## PROVIDED MATERIAL
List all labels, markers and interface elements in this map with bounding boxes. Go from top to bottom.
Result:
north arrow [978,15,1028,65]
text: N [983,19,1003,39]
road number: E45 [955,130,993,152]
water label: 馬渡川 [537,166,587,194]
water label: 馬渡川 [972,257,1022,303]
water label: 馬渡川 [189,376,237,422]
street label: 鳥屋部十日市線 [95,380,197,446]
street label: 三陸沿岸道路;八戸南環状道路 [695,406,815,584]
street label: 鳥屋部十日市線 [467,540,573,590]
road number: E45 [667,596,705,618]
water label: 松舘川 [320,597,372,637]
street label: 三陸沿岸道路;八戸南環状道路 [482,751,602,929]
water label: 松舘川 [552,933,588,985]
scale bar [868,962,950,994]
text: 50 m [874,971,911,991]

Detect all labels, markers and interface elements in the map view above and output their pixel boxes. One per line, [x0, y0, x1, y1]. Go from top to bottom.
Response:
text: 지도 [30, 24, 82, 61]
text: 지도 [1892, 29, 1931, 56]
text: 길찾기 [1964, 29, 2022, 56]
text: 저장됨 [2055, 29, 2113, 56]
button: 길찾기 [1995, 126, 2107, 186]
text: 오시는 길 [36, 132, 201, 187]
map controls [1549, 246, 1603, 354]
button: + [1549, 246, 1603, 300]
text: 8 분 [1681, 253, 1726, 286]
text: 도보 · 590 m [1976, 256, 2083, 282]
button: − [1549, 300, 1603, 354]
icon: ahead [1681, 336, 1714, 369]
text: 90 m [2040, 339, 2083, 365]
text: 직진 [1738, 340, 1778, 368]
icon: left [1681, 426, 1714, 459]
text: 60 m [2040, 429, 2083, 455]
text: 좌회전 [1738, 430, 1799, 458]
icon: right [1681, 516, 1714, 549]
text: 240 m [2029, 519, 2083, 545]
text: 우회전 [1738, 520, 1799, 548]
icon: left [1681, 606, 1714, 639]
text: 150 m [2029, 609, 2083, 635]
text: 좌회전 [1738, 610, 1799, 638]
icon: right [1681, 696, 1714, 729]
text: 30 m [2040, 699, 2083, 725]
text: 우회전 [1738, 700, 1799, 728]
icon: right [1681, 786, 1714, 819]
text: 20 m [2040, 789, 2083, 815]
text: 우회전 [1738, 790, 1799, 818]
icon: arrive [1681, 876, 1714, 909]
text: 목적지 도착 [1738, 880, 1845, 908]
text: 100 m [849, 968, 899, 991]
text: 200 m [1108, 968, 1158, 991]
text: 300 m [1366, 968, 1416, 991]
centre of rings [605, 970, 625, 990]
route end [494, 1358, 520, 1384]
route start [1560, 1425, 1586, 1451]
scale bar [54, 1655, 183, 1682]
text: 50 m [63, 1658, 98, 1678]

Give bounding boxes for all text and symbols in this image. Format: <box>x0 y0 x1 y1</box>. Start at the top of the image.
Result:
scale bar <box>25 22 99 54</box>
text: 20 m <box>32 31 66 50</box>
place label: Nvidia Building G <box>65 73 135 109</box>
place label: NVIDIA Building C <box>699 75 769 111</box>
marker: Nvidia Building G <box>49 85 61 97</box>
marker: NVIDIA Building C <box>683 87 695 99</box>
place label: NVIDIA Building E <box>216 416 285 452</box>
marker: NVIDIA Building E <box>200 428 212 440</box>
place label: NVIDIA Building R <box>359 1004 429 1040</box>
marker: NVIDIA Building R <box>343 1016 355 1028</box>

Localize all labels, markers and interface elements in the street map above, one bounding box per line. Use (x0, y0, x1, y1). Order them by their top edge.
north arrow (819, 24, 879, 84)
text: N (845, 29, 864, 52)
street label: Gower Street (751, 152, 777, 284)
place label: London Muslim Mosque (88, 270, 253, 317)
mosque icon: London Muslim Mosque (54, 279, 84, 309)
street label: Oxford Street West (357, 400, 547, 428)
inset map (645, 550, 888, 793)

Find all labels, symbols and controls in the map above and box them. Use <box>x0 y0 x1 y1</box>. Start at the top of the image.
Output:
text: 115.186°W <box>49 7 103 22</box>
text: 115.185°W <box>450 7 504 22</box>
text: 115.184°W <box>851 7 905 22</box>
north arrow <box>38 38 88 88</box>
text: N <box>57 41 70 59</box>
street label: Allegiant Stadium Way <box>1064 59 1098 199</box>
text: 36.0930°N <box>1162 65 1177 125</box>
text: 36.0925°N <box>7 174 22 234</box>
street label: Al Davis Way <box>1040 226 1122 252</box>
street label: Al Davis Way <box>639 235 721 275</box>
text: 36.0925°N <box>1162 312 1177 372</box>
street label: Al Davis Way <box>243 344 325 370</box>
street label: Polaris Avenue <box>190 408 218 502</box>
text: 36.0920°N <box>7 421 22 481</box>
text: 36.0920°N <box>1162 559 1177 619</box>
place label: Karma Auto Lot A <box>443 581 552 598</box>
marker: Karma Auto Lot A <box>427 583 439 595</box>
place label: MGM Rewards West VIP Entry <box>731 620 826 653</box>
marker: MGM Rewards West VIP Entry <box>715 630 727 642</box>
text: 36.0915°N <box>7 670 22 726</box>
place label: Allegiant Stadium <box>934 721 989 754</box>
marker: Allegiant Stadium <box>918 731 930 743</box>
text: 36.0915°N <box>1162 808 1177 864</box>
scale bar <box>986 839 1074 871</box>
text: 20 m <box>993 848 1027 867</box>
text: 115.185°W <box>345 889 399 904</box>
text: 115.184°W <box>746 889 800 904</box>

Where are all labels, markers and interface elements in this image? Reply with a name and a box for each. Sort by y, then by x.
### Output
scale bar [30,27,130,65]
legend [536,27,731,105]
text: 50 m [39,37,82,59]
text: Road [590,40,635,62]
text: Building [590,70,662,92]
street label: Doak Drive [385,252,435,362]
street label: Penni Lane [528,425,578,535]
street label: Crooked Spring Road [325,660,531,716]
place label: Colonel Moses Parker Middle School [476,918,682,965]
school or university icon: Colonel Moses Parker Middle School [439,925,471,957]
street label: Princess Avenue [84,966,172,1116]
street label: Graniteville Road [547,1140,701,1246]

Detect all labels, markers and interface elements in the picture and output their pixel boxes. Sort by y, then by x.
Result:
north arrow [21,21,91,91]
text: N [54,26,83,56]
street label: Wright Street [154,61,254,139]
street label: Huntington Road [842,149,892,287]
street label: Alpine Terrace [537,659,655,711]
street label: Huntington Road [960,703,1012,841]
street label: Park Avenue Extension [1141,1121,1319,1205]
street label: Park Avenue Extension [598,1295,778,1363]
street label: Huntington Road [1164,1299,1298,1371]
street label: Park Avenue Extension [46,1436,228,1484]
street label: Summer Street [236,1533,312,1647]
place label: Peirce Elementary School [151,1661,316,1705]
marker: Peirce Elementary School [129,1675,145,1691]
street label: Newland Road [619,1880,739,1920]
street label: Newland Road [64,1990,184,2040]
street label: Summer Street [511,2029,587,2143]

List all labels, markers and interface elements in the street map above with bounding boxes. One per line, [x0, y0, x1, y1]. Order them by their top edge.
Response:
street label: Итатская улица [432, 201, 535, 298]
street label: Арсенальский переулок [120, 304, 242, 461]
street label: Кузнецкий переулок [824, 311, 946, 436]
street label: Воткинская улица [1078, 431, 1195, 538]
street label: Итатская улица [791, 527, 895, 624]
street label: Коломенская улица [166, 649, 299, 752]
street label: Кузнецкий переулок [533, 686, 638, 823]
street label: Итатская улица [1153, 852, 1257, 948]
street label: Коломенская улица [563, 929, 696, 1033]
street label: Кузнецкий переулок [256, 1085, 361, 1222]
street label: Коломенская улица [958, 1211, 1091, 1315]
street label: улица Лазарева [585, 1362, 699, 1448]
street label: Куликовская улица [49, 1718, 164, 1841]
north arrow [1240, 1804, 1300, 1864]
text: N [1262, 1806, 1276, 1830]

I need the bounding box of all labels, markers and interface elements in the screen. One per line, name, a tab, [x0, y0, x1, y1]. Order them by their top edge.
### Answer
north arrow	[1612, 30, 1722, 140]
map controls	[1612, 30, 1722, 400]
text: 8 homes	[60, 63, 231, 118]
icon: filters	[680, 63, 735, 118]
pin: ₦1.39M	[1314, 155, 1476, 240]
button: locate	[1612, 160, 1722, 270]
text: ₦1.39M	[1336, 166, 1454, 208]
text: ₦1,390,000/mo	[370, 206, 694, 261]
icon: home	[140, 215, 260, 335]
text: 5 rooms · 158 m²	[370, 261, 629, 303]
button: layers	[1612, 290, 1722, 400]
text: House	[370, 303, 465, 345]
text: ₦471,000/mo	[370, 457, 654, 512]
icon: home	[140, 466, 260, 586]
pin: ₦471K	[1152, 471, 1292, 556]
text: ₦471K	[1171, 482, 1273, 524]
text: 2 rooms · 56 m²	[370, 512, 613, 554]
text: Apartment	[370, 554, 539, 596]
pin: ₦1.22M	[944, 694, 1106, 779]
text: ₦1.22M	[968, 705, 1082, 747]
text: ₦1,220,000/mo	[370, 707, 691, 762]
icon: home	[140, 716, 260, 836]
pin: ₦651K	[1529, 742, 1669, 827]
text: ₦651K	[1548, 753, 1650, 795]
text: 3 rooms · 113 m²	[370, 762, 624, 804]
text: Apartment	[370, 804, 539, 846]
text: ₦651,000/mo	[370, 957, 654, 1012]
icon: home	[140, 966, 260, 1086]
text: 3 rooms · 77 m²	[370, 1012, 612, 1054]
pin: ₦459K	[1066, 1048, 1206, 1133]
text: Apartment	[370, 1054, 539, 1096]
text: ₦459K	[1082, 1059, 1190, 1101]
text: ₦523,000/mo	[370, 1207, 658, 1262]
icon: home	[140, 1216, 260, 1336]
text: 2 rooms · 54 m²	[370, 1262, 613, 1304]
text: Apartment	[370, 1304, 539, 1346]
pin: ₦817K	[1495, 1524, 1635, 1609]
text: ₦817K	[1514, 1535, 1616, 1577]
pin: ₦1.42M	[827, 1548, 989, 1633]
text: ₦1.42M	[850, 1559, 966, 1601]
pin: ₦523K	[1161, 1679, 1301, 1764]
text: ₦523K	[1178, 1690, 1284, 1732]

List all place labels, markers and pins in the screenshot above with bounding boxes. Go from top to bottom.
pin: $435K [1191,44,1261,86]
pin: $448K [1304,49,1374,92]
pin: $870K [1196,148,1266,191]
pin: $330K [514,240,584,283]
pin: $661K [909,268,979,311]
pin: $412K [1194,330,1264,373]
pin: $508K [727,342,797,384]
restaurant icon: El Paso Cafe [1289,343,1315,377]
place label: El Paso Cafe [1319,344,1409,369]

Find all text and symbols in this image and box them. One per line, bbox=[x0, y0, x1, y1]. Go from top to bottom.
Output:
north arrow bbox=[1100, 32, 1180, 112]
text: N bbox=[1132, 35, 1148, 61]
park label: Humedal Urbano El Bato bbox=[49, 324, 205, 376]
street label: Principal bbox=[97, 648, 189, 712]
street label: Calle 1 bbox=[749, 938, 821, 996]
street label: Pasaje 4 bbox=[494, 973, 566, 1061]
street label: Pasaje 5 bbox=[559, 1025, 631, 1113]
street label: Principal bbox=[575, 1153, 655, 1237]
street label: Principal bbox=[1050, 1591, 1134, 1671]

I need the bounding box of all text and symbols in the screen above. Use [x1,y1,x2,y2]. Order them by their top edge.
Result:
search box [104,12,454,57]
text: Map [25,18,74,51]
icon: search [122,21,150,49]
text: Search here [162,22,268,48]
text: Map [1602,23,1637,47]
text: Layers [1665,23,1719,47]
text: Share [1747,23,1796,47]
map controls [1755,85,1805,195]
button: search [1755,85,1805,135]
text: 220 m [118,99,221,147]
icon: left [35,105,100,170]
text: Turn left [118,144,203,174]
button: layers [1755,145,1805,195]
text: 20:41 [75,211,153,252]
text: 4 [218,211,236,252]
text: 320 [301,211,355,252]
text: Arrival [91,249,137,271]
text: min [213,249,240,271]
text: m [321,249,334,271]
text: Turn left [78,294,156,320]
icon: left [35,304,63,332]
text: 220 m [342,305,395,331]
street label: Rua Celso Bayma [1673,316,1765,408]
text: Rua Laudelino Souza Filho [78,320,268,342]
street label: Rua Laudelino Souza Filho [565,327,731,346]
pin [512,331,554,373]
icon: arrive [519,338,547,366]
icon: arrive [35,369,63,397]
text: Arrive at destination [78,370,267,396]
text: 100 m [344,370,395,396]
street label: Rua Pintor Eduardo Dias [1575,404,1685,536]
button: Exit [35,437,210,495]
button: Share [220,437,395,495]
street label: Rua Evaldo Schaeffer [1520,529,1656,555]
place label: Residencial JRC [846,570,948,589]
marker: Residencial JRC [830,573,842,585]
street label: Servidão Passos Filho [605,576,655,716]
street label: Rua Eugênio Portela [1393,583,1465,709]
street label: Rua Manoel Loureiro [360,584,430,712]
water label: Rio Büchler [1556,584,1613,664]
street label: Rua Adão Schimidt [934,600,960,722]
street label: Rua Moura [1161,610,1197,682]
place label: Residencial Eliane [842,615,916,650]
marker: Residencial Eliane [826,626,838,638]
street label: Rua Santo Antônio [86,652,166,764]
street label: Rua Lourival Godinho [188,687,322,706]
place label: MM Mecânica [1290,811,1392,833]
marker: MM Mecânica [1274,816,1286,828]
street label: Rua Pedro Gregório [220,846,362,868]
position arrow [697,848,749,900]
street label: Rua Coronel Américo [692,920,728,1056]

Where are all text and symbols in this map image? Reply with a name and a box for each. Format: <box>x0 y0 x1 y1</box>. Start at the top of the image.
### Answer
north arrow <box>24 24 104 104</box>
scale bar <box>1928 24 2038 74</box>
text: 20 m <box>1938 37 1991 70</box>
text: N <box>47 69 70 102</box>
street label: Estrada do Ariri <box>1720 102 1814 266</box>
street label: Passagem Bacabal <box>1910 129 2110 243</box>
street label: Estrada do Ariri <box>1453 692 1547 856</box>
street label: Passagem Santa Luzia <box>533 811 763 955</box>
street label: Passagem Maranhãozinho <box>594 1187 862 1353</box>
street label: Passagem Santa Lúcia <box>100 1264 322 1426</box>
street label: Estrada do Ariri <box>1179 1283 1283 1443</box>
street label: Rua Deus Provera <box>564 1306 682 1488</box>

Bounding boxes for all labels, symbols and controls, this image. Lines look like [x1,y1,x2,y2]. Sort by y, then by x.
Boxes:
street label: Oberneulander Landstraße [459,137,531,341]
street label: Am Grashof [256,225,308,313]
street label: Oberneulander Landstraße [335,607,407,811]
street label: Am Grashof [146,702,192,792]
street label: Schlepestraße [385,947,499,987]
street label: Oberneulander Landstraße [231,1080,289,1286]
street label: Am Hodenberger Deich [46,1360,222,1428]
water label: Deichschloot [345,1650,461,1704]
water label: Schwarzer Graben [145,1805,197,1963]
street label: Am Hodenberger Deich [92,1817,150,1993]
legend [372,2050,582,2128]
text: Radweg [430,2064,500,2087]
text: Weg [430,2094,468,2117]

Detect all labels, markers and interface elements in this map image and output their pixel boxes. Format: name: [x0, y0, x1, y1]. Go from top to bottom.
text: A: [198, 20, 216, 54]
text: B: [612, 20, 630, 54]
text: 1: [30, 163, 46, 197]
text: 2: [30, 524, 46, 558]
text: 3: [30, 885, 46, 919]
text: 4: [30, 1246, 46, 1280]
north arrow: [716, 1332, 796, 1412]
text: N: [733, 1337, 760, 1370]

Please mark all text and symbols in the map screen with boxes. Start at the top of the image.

## EXERCISE AIM
Your answer should be every line above that contains the word "symbols".

## YOUR RESPONSE
Give bounding boxes for all text and symbols in this image. Format: <box>x0 y0 x1 y1</box>. Start at the top of the image.
Find all labels, symbols and controls in the map above and box them. Use <box>x0 y0 x1 y1</box>. Start at the top of the image.
Find all text and symbols in this image and box them. One per line, bbox=[x0, y0, x1, y1]. Go from top to bottom.
I need the bounding box of all text and symbols in the screen above. Use [x1,y1,x2,y2]. Order them by their top edge.
Where are all text and symbols in this map image? Reply with a name and a box for each. Format: <box>x0 y0 x1 y1</box>. Start at the top of the image.
Bounding boxes for all labels, symbols and controls, this image. Lines look like [x1,y1,x2,y2]. Sort by y, then by x.
Please mark all text and symbols in the map screen with boxes. Start at the top of the image.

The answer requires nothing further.